Так или иначе, «враги» начали окружать маленький мирок Питера и Мии, который они оба выстроили так, как им хотелось. Ей нравилось, что в этом мире нет никаких обязательств, и если ты огонь, ты можешь в нем гореть вечно.

Питеру нравилось, что в этом мире он может быть самим собой, каким родился, а не каким его хотят видеть все, от дома No1 до дома No2.

Все было хорошо, пока он не начал привязываться к Мие чуть сильнее, чем она могла себе это позволить. А она начала делать то же самое.

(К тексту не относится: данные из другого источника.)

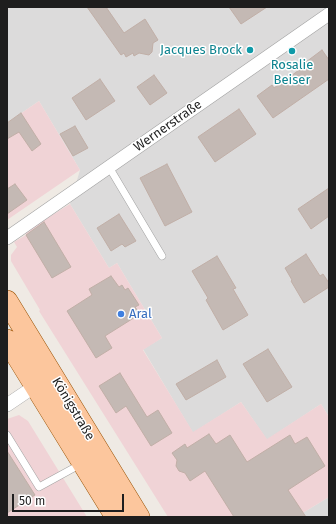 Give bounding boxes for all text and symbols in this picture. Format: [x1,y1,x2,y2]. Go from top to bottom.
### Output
place label: Jacques Brock [160,42,242,58]
marker: Jacques Brock [245,45,255,55]
marker: Rosalie Beiser [287,46,297,56]
place label: Rosalie Beiser [271,57,313,88]
street label: Wernerstraße [131,97,205,155]
place label: Aral [129,306,152,322]
marker: Aral [116,309,126,319]
street label: Königstraße [48,375,98,443]
scale bar [14,486,126,512]
text: 50 m [19,494,45,508] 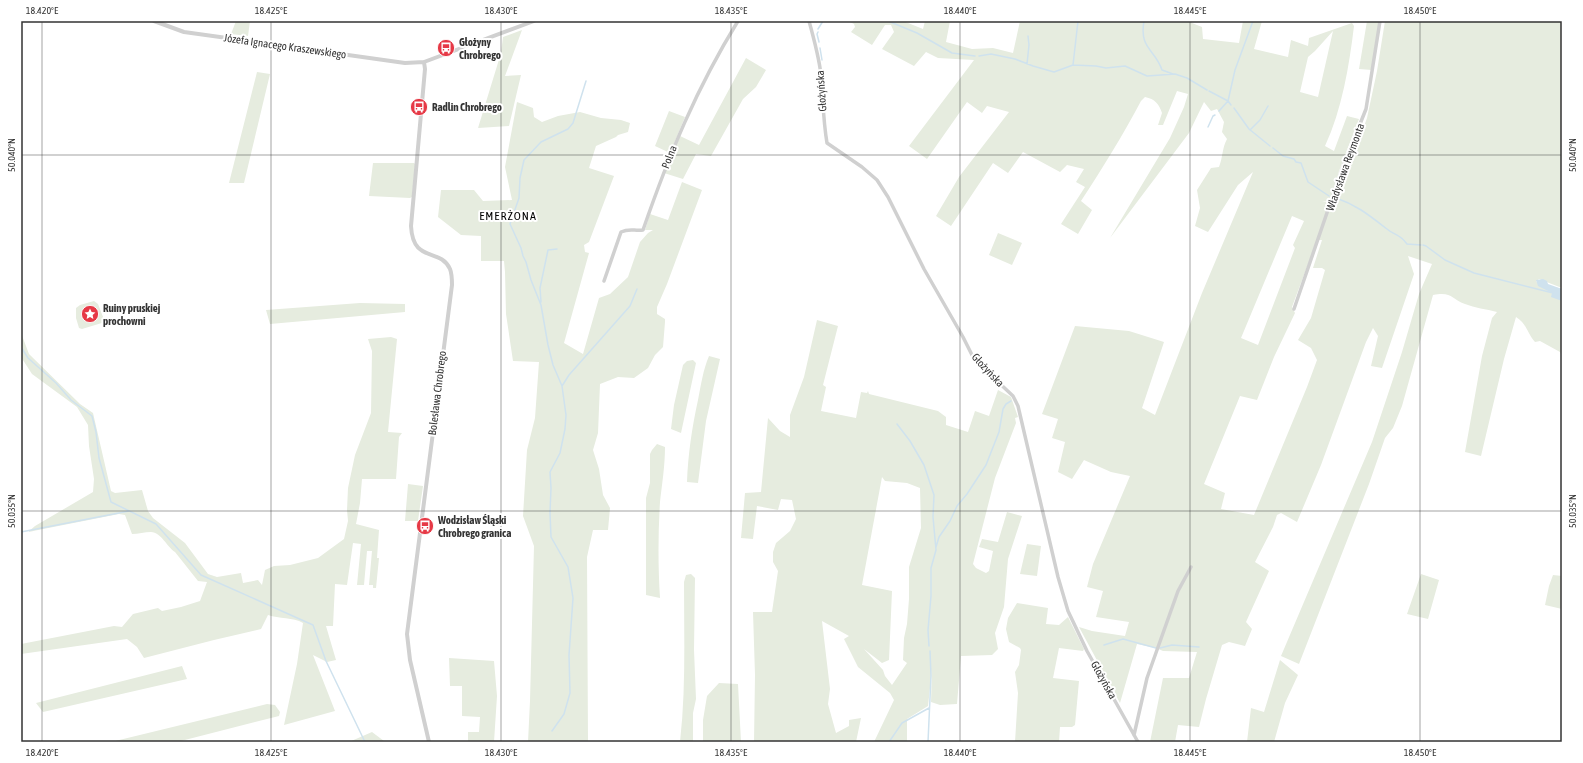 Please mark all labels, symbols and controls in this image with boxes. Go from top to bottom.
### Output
text: 18.420°E [26,5,59,16]
text: 18.425°E [255,5,288,16]
text: 18.430°E [485,5,518,16]
text: 18.435°E [715,5,748,16]
text: 18.440°E [944,5,977,16]
text: 18.445°E [1174,5,1207,16]
text: 18.450°E [1404,5,1437,16]
street label: Józefa Ignacego Kraszewskiego [223,31,347,61]
place label: Głożyny Chrobrego [459,36,501,61]
bus stop icon: Głożyny Chrobrego [436,38,456,58]
street label: Głożyńska [814,70,828,112]
bus stop icon: Radlin Chrobrego [409,97,429,117]
place label: Radlin Chrobrego [432,101,502,113]
street label: Władysława Reymonta [1324,122,1366,212]
text: 50.040°N [6,138,17,172]
text: 50.040°N [1567,138,1578,172]
street label: Polna [659,144,679,170]
district label: EMERŻONA [479,209,537,223]
place label: Ruiny pruskiej prochowni [103,302,161,327]
place icon: Ruiny pruskiej prochowni [80,304,100,324]
street label: Bolesława Chrobrego [426,350,448,436]
street label: Głożyńska [970,351,1006,389]
text: 50.035°N [6,494,17,528]
text: 50.035°N [1567,494,1578,528]
place label: Wodzisław Śląski Chrobrego granica [437,514,511,539]
bus stop icon: Wodzisław Śląski Chrobrego granica [415,516,435,536]
street label: Głożyńska [1089,659,1119,701]
text: 18.420°E [26,747,59,758]
text: 18.425°E [255,747,288,758]
text: 18.430°E [485,747,518,758]
text: 18.435°E [715,747,748,758]
text: 18.440°E [944,747,977,758]
text: 18.445°E [1174,747,1207,758]
text: 18.450°E [1404,747,1437,758]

Да, наверное, выглядело это для всех так, будто два подростка прогуливают уроки, не слушаются родителей, курят травку, пьют до утра и безудержно трахаются, но, во-первых, делать это можно в любом возрасте, и я пришла к выводу, что следствие основ системы настроено на уничтожение удовольствия. Если без философии, вы тоже так хотите, нет? Ну если бы у вас не было мужа, детей и постоянной работы, разве не прекрасно пробовать курить все, что можно, пить вино до рассвета и трахаться? Если это для вас неприемлемо и отвратительно, закройте мой дневник к чертовой матери.

Но именно в этот хрупкий момент, когда они оба, слегка дурные, пьяные, веселые, до или после близости просто лежали в зеленой июньской траве и не думали обо всех этих экзаменах и прочей лабуде, о тиранообразных родителях и остальных проблемах, когда они были в мире друг друга и друг для друга, лаская ладони в свете заливистого солнца и режущей глаз высокой травы, где-то здесь затесался запах пожара, криков с окрестных деревень, сигналов сирены – всего, что только может нарисовать ваша фантазия, что говорило только об одном – враги рядом. Они уже здесь.

Питер мог многое стерпеть в этом мире «чужих». Но когда кто-то задевал его близких, когда чужие трогали близких, у него натуральным образом срывало крышу.

Нет, он не резал никого ножом и не прыгал с крыш, он просто все сильнее уходил в себя. С каждым моим словом на эту тему («Опять со своей шлюхой водился?») он отдалялся от меня на сотню миль. Одно слово = минус сто миль.

Именно такая арифметика. Стихи его становились все мрачнее, взгляд все тусклее, алкоголь все крепче. Компании все вреднее.

Питер мне всегда говорил, что сам себя воспитал…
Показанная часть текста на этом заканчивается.